KYC – Know Your Customer
Today’s Know Your Customer (KYC) processes add friction for customers and present something of a compliance quandary for businesses. All because they’re not standardised or scalable. The time to bring them up to date is now.
Are KYC processes still fit for purpose?
The intention behind KYC processes is good. But of course we’d say that – after all, knowing your customer and checking that someone is who they say they are is the reason we’re here. But it’s a big job, especially when we’re talking about protecting financial institutions and other regulated companies against money laundering – which is no mean feat.
The main problem is that there are no standard procedures for KYC, so the process can be clunky and time consuming. Requirements vary from bank to bank, business to business, and country to country. In an increasingly digital world, the case is clear for a new solution to knowing your customer – one that can be completed online without adding friction or risking compliance fines, while still accurately validating identity.
The challenges for Know Your Customer
The purpose of KYC processes is to check that someone is who they say they are. They’re designed to check against lists of prohibited users and to assess risk factors. All of which is essential to safe and secure user transactions and reduced financial fraud. The challenge is doing all those things in a way that’s guaranteed to be secure but isn’t time consuming for businesses or disjointed for customers.

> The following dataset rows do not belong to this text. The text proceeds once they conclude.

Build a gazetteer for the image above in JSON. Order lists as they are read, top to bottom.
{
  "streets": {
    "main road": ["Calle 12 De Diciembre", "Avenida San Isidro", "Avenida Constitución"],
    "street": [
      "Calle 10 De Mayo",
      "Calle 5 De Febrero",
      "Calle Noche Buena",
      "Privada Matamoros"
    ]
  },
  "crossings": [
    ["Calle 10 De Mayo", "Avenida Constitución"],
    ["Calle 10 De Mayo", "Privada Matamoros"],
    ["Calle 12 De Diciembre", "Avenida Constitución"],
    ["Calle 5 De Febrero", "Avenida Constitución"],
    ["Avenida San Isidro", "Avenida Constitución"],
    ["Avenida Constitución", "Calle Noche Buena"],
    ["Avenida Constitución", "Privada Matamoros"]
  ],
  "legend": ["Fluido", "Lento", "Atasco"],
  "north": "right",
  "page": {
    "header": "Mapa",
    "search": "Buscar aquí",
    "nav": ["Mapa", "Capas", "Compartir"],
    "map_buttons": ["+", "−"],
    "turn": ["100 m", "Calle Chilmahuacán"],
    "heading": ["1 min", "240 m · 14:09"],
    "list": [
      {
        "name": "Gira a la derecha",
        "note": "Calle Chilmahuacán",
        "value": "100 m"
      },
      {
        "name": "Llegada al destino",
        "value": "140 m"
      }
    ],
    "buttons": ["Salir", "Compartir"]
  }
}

Fraud prevention is the reason KYC processes exist. Their purpose is to stop bad guys laundering money, generating income through illegal means, or putting ‘dirty money’ into the system for nefarious purposes. But this is a huge undertaking, as the UN estimates that money laundering accounts for 2-5% of global GDP, and the rapid development of technology is making it easier for the bad guys to move money around undetected.

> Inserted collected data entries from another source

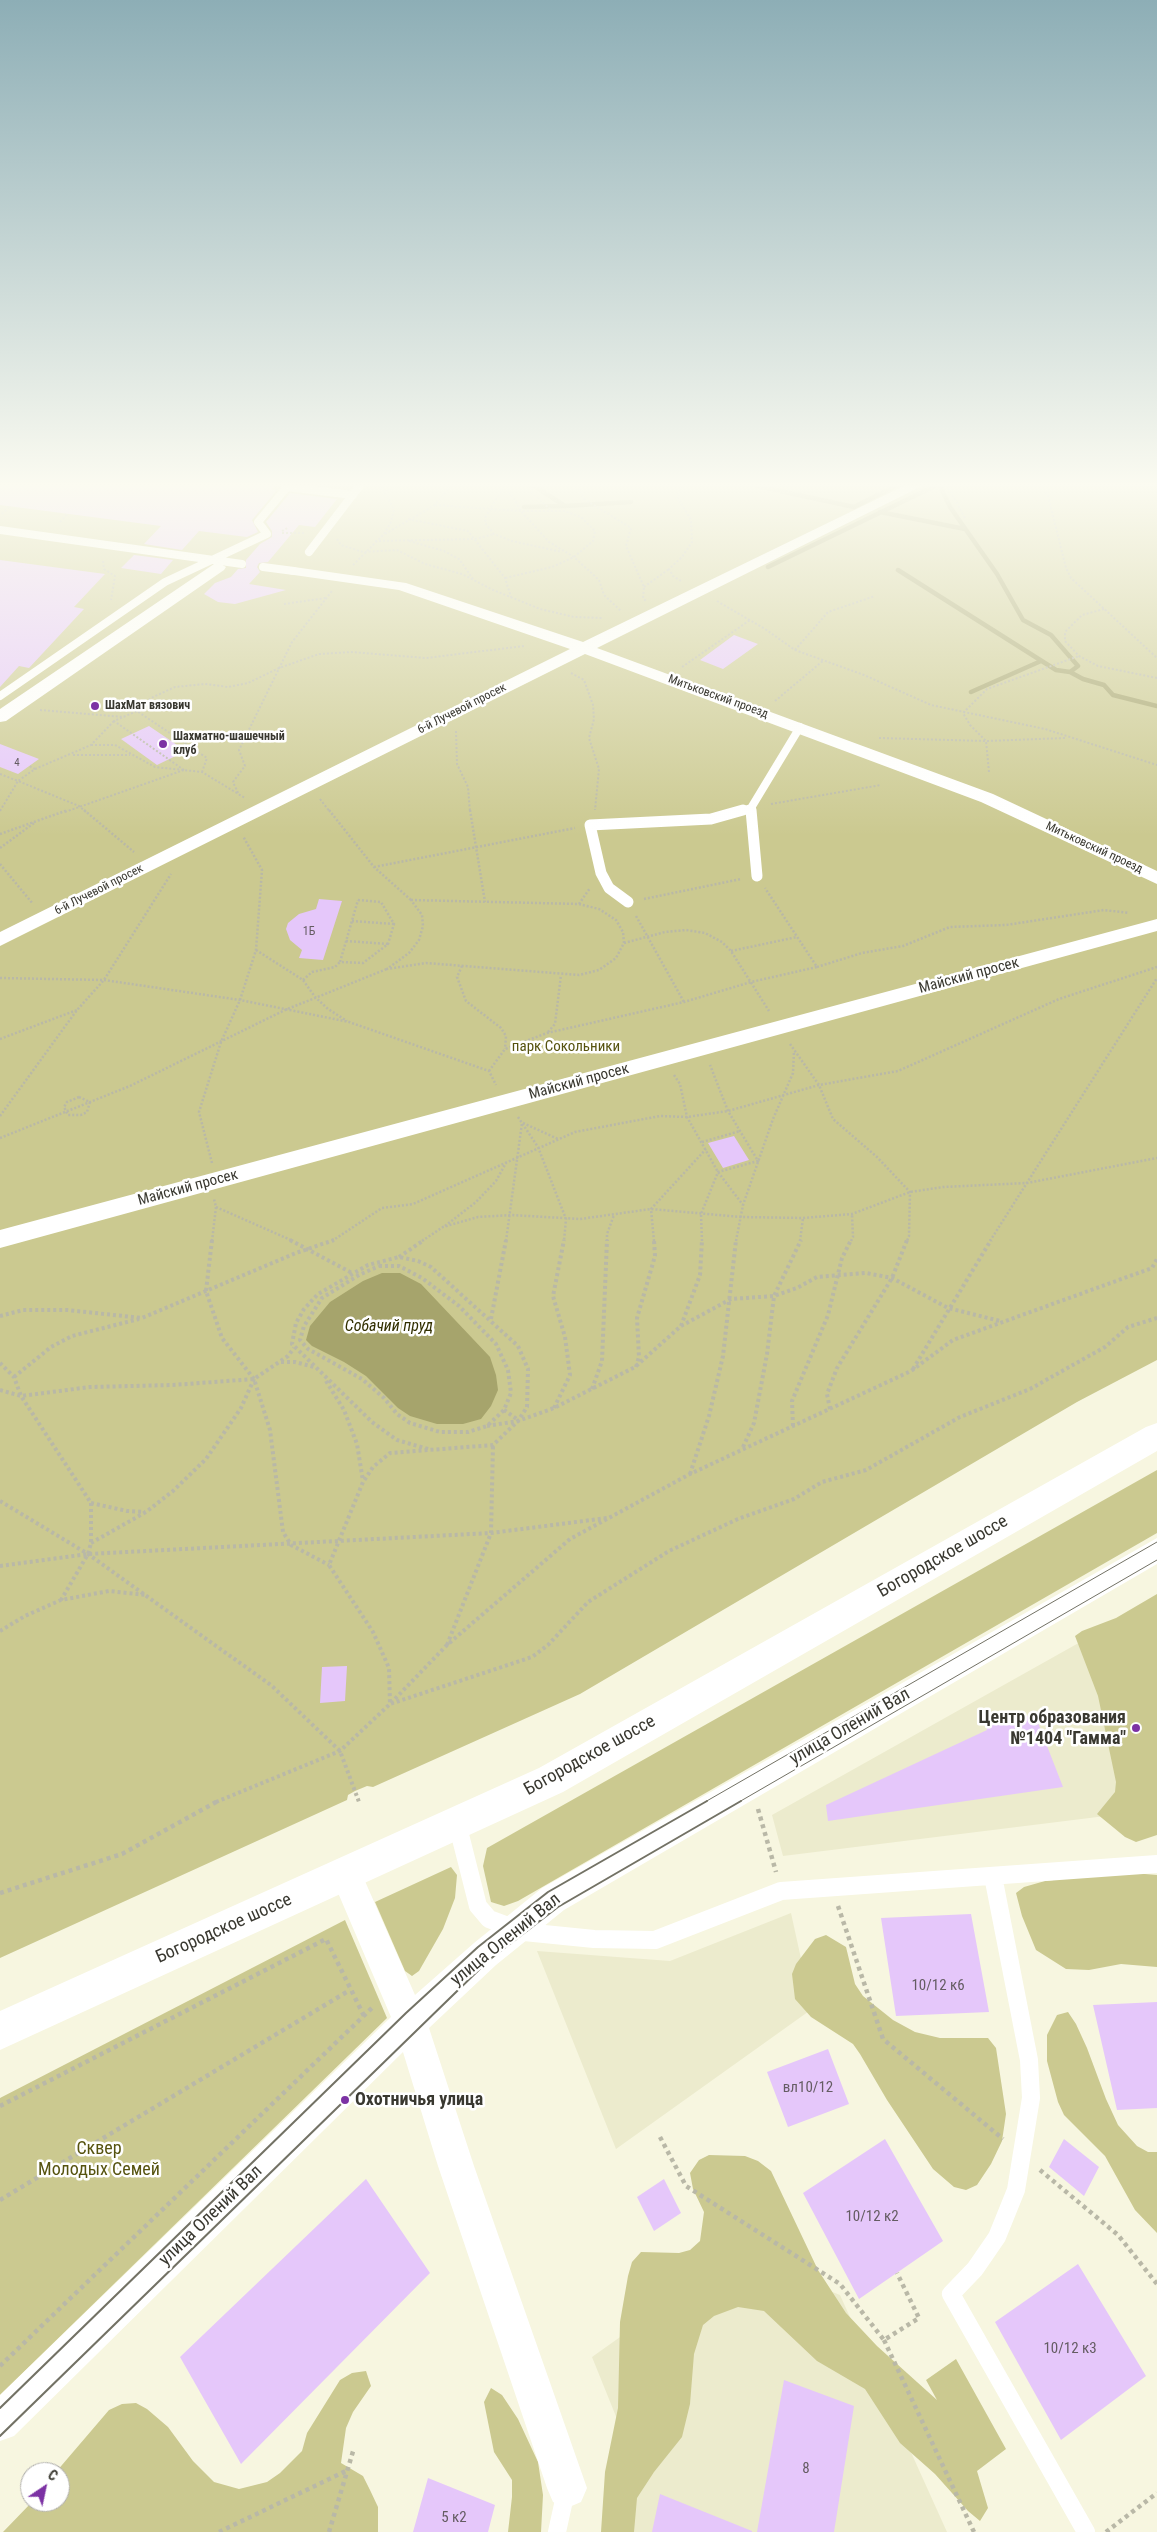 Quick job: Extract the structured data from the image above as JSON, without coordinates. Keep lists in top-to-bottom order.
{
  "streets": {
    "main road": ["Богородское шоссе"],
    "street": [
      "Митьковский проезд",
      "6-й Лучевой просек",
      "Майский просек",
      "улица Олений Вал"
    ]
  },
  "crossings": [
    ["Митьковский проезд", "6-й Лучевой просек"]
  ],
  "water": ["Собачий пруд"],
  "parks": ["парк Сокольники", "Сквер Молодых Семей"],
  "places": [
    "ШахМат вязович",
    "Шахматно-шашечный клуб",
    "Центр образования №1404 \"Гамма\"",
    "Охотничья улица"
  ],
  "house_numbers": [
    "4",
    "1Б",
    "10/12 к6",
    "вл10/12",
    "10/12 к2",
    "10/12 к3",
    "8",
    "5 к2"
  ],
  "north": "top right"
}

KYC processes must comply with a number of regulations. Namely AML (Anti Money Laundering) and GDPR (General Data Protection Regulation). Regulations like these are naturally a priority for businesses, especially as non-compliance can lead to costly fines, but compliance is not always easy to achieve. As regulations get tighter and technology advances, KYC processes need to get quicker, more coherent and more secure.

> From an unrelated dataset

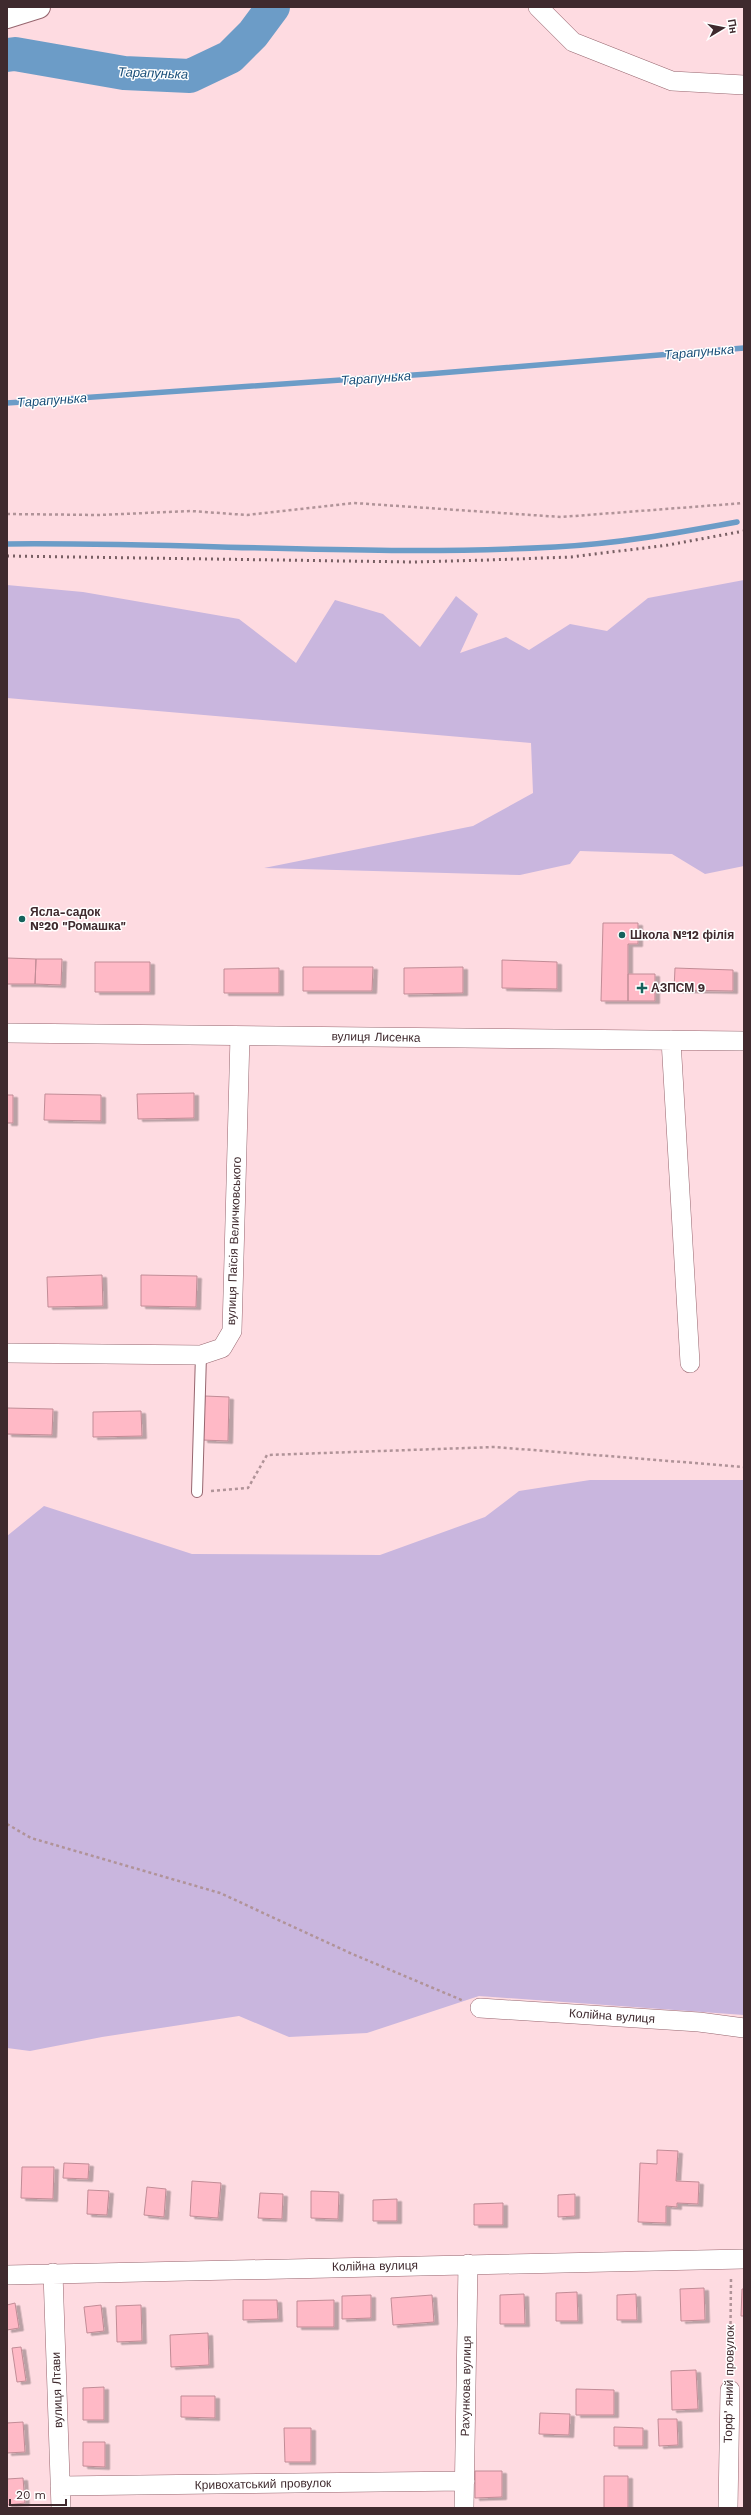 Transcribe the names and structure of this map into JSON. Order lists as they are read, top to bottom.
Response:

Completing KYC verification is notoriously demanding for customers and businesses alike. Requiring everything from passports to utility bills and bank statements for customers, to legal and tax documents for businesses, it’s a complex, inconsistent process to navigate. For these reasons and more, taking the friction out of KYC processes is long overdue.
How Callsign supports KYC verification
Callsign technology is powered by Intelligence, Policy, Authentication and Verification Engines. These are what empower us to support the fight against money laundering and meet KYC compliance standards, all while removing friction from the process for the end user.
We use thousands of data points across device, location and behavior to check that someone is who they say they are. Helping you to accurately identify people, including fraudsters, in real time.
Callsign provides accountability by default, helping businesses keep up with changing compliance standards. We do this by securely verifying that someone is who they say they are.
The Callsign Verification Engine offers eID&V, meaning our platform is equipped to check against other data sources without taking transactions offline, significantly reducing KYC friction.